Problem statement:
Track down every line below that holds "above" and copy it.

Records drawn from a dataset
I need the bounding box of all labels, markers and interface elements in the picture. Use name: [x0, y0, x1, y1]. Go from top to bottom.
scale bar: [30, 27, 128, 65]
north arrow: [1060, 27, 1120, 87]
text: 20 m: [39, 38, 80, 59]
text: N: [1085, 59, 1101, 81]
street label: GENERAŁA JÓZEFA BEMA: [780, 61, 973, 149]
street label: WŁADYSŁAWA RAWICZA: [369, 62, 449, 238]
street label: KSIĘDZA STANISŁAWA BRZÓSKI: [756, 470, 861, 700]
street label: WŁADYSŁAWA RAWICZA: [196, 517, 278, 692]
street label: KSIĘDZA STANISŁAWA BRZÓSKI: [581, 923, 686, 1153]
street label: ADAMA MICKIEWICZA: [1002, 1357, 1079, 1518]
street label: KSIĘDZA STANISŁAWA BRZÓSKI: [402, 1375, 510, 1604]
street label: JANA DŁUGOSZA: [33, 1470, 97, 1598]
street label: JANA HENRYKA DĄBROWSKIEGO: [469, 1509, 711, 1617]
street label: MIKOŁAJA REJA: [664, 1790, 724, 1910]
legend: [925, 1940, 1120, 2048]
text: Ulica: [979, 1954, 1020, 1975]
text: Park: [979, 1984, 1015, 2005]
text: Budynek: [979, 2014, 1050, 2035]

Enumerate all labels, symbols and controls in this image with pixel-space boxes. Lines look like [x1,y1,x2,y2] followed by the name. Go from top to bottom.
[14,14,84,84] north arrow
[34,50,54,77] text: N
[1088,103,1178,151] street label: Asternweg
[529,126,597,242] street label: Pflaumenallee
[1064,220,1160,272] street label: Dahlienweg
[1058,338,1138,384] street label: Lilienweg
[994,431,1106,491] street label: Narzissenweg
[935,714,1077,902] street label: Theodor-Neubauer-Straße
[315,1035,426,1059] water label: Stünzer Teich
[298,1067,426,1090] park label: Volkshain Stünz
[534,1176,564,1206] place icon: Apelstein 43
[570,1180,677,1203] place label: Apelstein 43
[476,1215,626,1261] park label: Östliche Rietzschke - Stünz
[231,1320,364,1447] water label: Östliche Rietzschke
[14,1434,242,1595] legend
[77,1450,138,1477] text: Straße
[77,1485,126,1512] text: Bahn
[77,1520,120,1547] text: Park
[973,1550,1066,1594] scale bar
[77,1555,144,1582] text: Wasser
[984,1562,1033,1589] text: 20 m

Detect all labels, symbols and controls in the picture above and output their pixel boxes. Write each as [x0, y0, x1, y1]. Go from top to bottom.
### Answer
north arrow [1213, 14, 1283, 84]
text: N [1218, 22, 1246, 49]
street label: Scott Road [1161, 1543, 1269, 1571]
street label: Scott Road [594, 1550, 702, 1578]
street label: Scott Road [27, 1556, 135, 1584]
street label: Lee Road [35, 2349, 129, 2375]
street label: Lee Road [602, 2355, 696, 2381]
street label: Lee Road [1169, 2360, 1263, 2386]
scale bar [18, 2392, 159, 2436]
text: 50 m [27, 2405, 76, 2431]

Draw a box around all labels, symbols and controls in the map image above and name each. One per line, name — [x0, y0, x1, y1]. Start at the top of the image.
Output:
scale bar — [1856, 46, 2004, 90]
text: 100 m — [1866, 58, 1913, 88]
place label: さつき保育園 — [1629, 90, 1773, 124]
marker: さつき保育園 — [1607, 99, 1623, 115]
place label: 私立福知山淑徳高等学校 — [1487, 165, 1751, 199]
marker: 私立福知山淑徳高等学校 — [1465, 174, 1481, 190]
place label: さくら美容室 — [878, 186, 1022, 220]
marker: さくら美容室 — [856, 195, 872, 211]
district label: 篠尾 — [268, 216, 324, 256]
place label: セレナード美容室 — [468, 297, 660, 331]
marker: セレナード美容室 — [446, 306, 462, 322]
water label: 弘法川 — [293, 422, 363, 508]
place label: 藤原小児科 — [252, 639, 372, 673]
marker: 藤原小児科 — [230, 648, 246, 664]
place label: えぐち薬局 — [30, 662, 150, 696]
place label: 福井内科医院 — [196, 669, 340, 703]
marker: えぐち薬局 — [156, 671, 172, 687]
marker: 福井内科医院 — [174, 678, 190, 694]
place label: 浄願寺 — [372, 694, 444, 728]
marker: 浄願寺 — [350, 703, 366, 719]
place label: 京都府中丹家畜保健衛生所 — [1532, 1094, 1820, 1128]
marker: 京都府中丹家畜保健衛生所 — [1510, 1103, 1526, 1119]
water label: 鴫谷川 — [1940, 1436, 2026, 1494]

Written response:
Detect all labels, symbols and controls in the picture above and output their pixel boxes. Write each as [x0, y0, x1, y1]. Go from top to bottom.
Draw a box around all labels, symbols and controls in the map image above and name each. One per line, name — [x0, y0, x1, y1]. Start at the top of the image.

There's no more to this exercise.